Data supplied Block Start

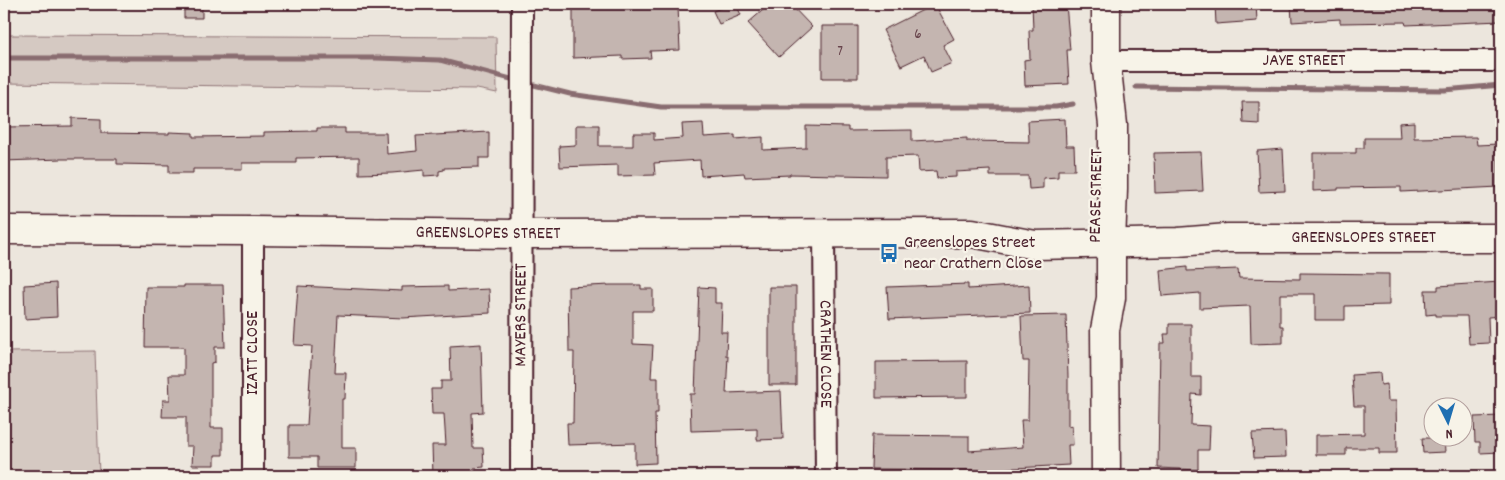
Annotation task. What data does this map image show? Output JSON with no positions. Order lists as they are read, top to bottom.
{
  "streets": {
    "street": [
      "JAYE STREET",
      "PEASE STREET",
      "GREENSLOPES STREET",
      "MAYERS STREET",
      "IZATT CLOSE",
      "CRATHEN CLOSE"
    ]
  },
  "crossings": [
    ["JAYE STREET", "PEASE STREET"],
    ["PEASE STREET", "GREENSLOPES STREET"],
    ["GREENSLOPES STREET", "MAYERS STREET"],
    ["GREENSLOPES STREET", "IZATT CLOSE"],
    ["GREENSLOPES STREET", "CRATHEN CLOSE"]
  ],
  "places": {
    "bus stop": ["Greenslopes Street near Crathern Close"]
  },
  "house_numbers": ["6", "7"],
  "north": "bottom"
}
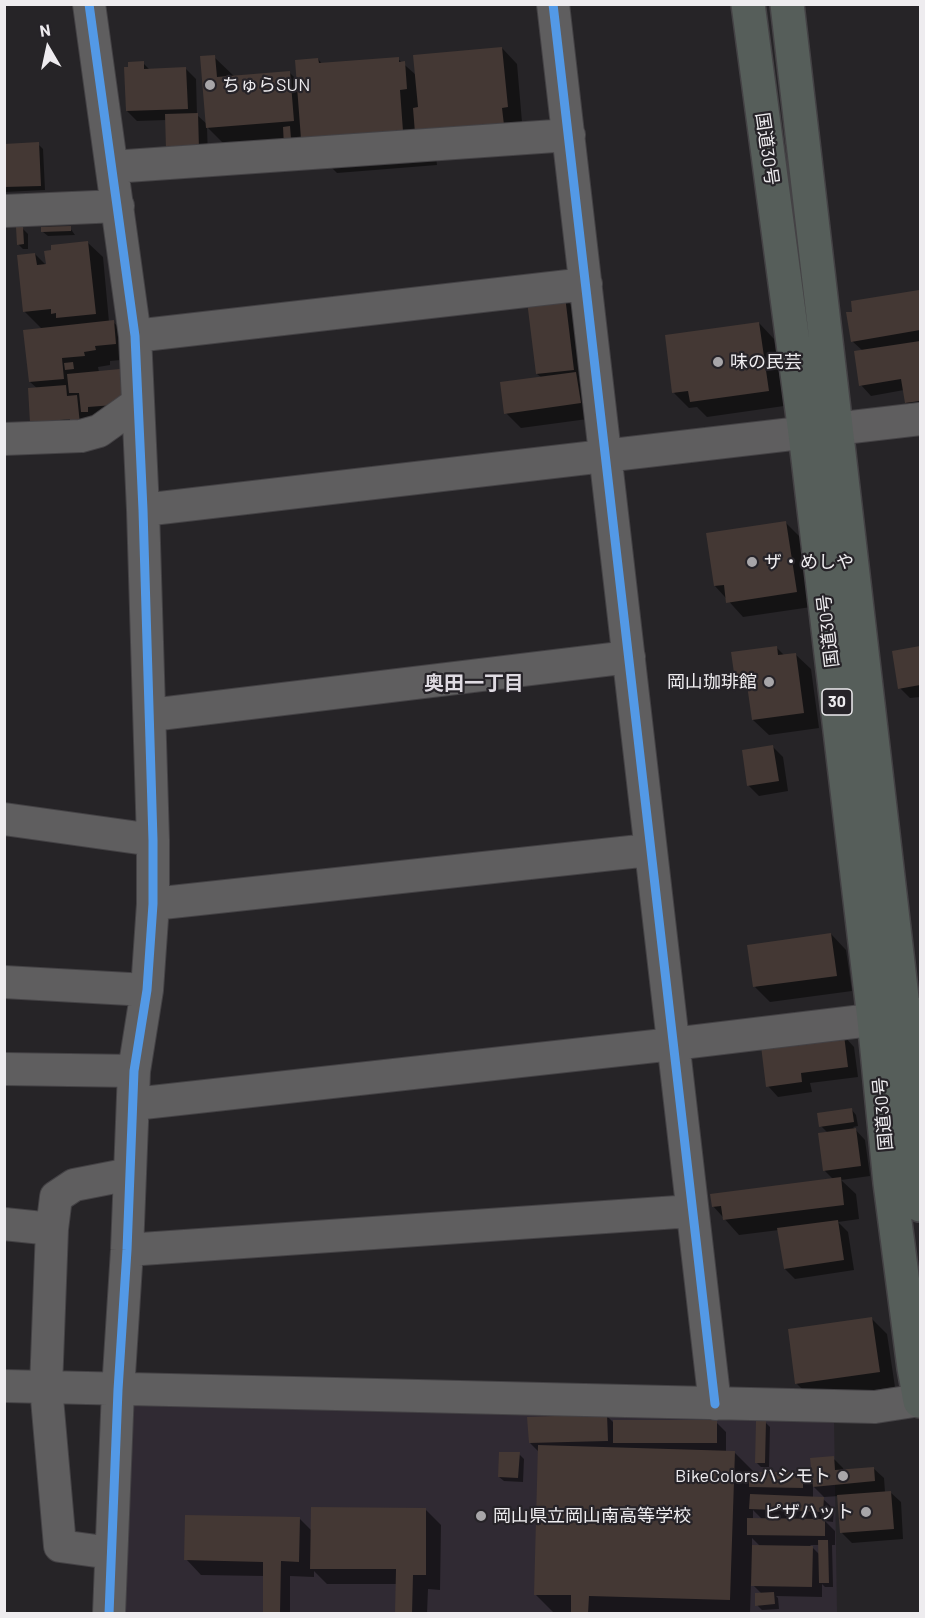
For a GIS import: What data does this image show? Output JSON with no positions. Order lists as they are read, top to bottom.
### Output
{
  "streets": {
    "highway": ["国道30号", "30"]
  },
  "districts": ["奥田一丁目"],
  "places": [
    "ちゅらSUN",
    "味の民芸",
    "ザ・めしや",
    "岡山珈琲館",
    "BikeColorsハシモト",
    "ピザハット",
    "岡山県立岡山南高等学校"
  ],
  "north": "top"
}
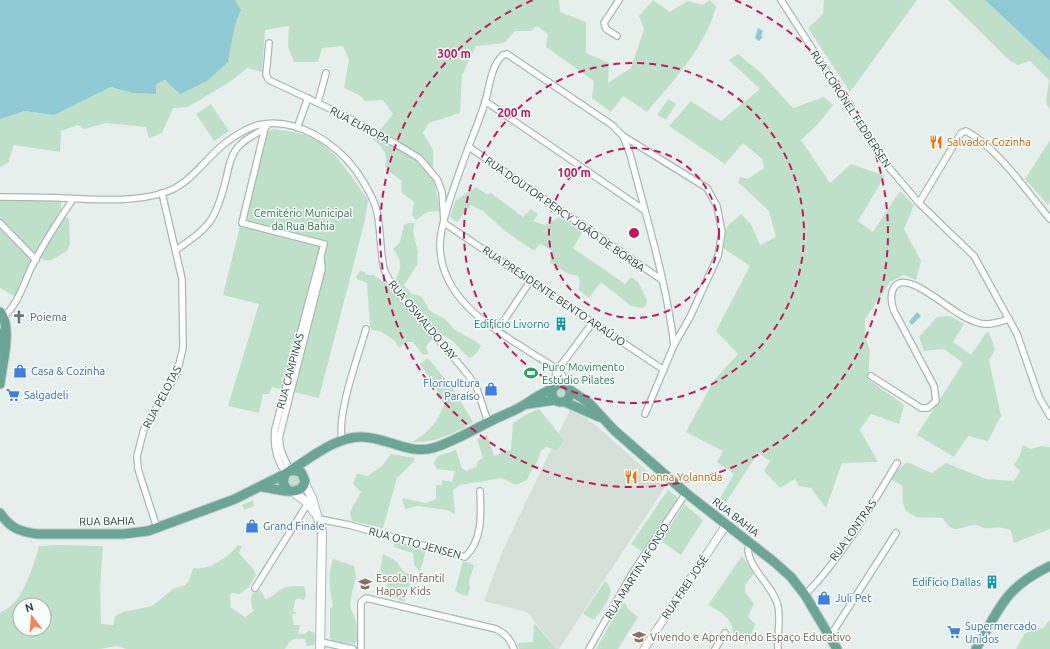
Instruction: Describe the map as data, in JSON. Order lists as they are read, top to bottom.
{
  "streets": {
    "main road": ["RUA BAHIA"],
    "street": [
      "RUA CORONEL FEDDERSEN",
      "RUA EUROPA",
      "RUA DOUTOR PERCY JOÃO DE BORBA",
      "RUA PRESIDENTE BENTO ARAÚJO",
      "RUA OSWALDO DAY",
      "RUA CAMPINAS",
      "RUA PELOTAS",
      "RUA LONTRAS",
      "RUA OTTO JENSEN",
      "RUA MARTIN AFONSO",
      "RUA FREI JOSÉ"
    ]
  },
  "crossings": [
    ["RUA EUROPA", "RUA PRESIDENTE BENTO ARAÚJO"],
    ["RUA OSWALDO DAY", "RUA CAMPINAS"],
    ["RUA OSWALDO DAY", "RUA BAHIA"],
    ["RUA CAMPINAS", "RUA BAHIA"],
    ["RUA PELOTAS", "RUA BAHIA"],
    ["RUA BAHIA", "RUA LONTRAS"],
    ["RUA BAHIA", "RUA MARTIN AFONSO"],
    ["RUA BAHIA", "RUA FREI JOSÉ"]
  ],
  "parks": ["Cemitério Municipal da Rua Bahia"],
  "places": {
    "restaurant": ["Salvador Cozinha", "Donna Yolannda"],
    "church": ["Poiema"],
    "building": ["Edifício Livorno", "Edifício Dallas"],
    "shop": [
      "Casa & Cozinha",
      "Floricultura Paraíso",
      "Grand Finale",
      "Juli Pet"
    ],
    "sports": ["Puro Movimento Estúdio Pilates"],
    "supermarket": ["Salgadeli", "Supermercado Unidos"],
    "school or university": ["Escola Infantil Happy Kids", "Vivendo e Aprendendo Espaço Educativo"]
  },
  "north": "top",
  "rings": ["300 m", "200 m", "100 m"]
}
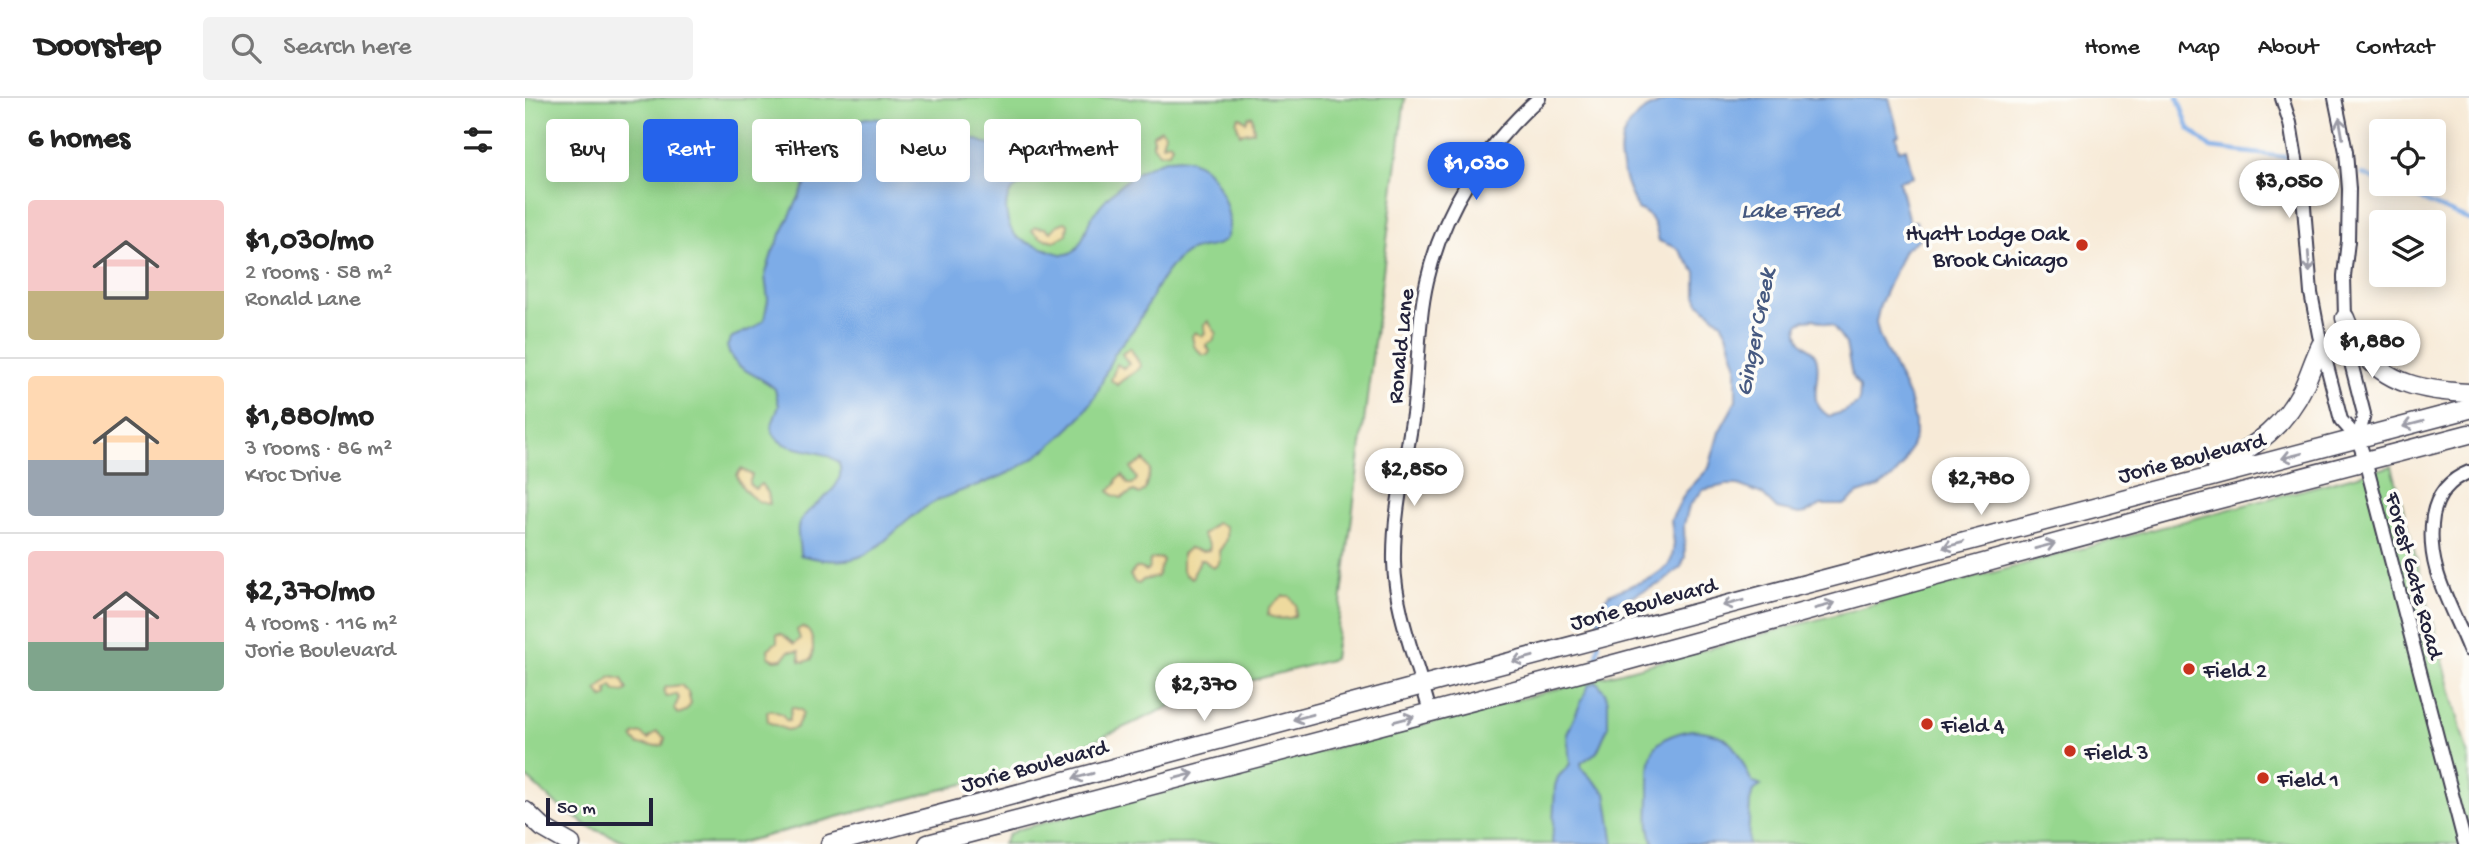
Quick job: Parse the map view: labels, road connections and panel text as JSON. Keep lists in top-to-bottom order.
{
  "streets": {
    "main road": ["Jorie Boulevard"],
    "street": ["Ronald Lane", "Forest Gate Road"]
  },
  "crossings": [
    ["Ronald Lane", "Jorie Boulevard"],
    ["Jorie Boulevard", "Forest Gate Road"]
  ],
  "water": ["Lake Fred", "Ginger Creek"],
  "places": [
    "Hyatt Lodge Oak Brook Chicago",
    "Field 2",
    "Field 4",
    "Field 3",
    "Field 1"
  ],
  "scale_bar": "50 m",
  "page": {
    "header": "Doorstep",
    "search": "Search here",
    "nav": [
      "Home",
      "Map",
      "About",
      "Contact"
    ],
    "heading": "6 homes",
    "chip": [
      "Buy",
      "Rent",
      "Filters",
      "New",
      "Apartment"
    ],
    "price": [
      "$1,030",
      "$3,050",
      "$1,880",
      "$2,850",
      "$2,780",
      "$2,370"
    ],
    "list": [
      {
        "name": "$1,030/mo",
        "note": "2 rooms · 58 m² · Ronald Lane"
      },
      {
        "name": "$1,880/mo",
        "note": "3 rooms · 86 m² · Kroc Drive"
      },
      {
        "name": "$2,370/mo",
        "note": "4 rooms · 116 m² · Jorie Boulevard"
      }
    ],
    "scale": "50 m"
  }
}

Data supplied Block End

- _What you need to do_
Reproduce all the data as it stands. The pictures are not part of the copy.

- _Task answer_
Annotation task. What data does this map image show? Output JSON with no positions. Order lists as they are read, top to bottom.
{
  "streets": {
    "street": [
      "JAYE STREET",
      "PEASE STREET",
      "GREENSLOPES STREET",
      "MAYERS STREET",
      "IZATT CLOSE",
      "CRATHEN CLOSE"
    ]
  },
  "crossings": [
    ["JAYE STREET", "PEASE STREET"],
    ["PEASE STREET", "GREENSLOPES STREET"],
    ["GREENSLOPES STREET", "MAYERS STREET"],
    ["GREENSLOPES STREET", "IZATT CLOSE"],
    ["GREENSLOPES STREET", "CRATHEN CLOSE"]
  ],
  "places": {
    "bus stop": ["Greenslopes Street near Crathern Close"]
  },
  "house_numbers": ["6", "7"],
  "north": "bottom"
}
For a GIS import: What data does this image show? Output JSON with no positions. Order lists as they are read, top to bottom.
### Output
{
  "streets": {
    "highway": ["国道30号", "30"]
  },
  "districts": ["奥田一丁目"],
  "places": [
    "ちゅらSUN",
    "味の民芸",
    "ザ・めしや",
    "岡山珈琲館",
    "BikeColorsハシモト",
    "ピザハット",
    "岡山県立岡山南高等学校"
  ],
  "north": "top"
}
Instruction: Describe the map as data, in JSON. Order lists as they are read, top to bottom.
{
  "streets": {
    "main road": ["RUA BAHIA"],
    "street": [
      "RUA CORONEL FEDDERSEN",
      "RUA EUROPA",
      "RUA DOUTOR PERCY JOÃO DE BORBA",
      "RUA PRESIDENTE BENTO ARAÚJO",
      "RUA OSWALDO DAY",
      "RUA CAMPINAS",
      "RUA PELOTAS",
      "RUA LONTRAS",
      "RUA OTTO JENSEN",
      "RUA MARTIN AFONSO",
      "RUA FREI JOSÉ"
    ]
  },
  "crossings": [
    ["RUA EUROPA", "RUA PRESIDENTE BENTO ARAÚJO"],
    ["RUA OSWALDO DAY", "RUA CAMPINAS"],
    ["RUA OSWALDO DAY", "RUA BAHIA"],
    ["RUA CAMPINAS", "RUA BAHIA"],
    ["RUA PELOTAS", "RUA BAHIA"],
    ["RUA BAHIA", "RUA LONTRAS"],
    ["RUA BAHIA", "RUA MARTIN AFONSO"],
    ["RUA BAHIA", "RUA FREI JOSÉ"]
  ],
  "parks": ["Cemitério Municipal da Rua Bahia"],
  "places": {
    "restaurant": ["Salvador Cozinha", "Donna Yolannda"],
    "church": ["Poiema"],
    "building": ["Edifício Livorno", "Edifício Dallas"],
    "shop": [
      "Casa & Cozinha",
      "Floricultura Paraíso",
      "Grand Finale",
      "Juli Pet"
    ],
    "sports": ["Puro Movimento Estúdio Pilates"],
    "supermarket": ["Salgadeli", "Supermercado Unidos"],
    "school or university": ["Escola Infantil Happy Kids", "Vivendo e Aprendendo Espaço Educativo"]
  },
  "north": "top",
  "rings": ["300 m", "200 m", "100 m"]
}
Quick job: Parse the map view: labels, road connections and panel text as JSON. Keep lists in top-to-bottom order.
{
  "streets": {
    "main road": ["Jorie Boulevard"],
    "street": ["Ronald Lane", "Forest Gate Road"]
  },
  "crossings": [
    ["Ronald Lane", "Jorie Boulevard"],
    ["Jorie Boulevard", "Forest Gate Road"]
  ],
  "water": ["Lake Fred", "Ginger Creek"],
  "places": [
    "Hyatt Lodge Oak Brook Chicago",
    "Field 2",
    "Field 4",
    "Field 3",
    "Field 1"
  ],
  "scale_bar": "50 m",
  "page": {
    "header": "Doorstep",
    "search": "Search here",
    "nav": [
      "Home",
      "Map",
      "About",
      "Contact"
    ],
    "heading": "6 homes",
    "chip": [
      "Buy",
      "Rent",
      "Filters",
      "New",
      "Apartment"
    ],
    "price": [
      "$1,030",
      "$3,050",
      "$1,880",
      "$2,850",
      "$2,780",
      "$2,370"
    ],
    "list": [
      {
        "name": "$1,030/mo",
        "note": "2 rooms · 58 m² · Ronald Lane"
      },
      {
        "name": "$1,880/mo",
        "note": "3 rooms · 86 m² · Kroc Drive"
      },
      {
        "name": "$2,370/mo",
        "note": "4 rooms · 116 m² · Jorie Boulevard"
      }
    ],
    "scale": "50 m"
  }
}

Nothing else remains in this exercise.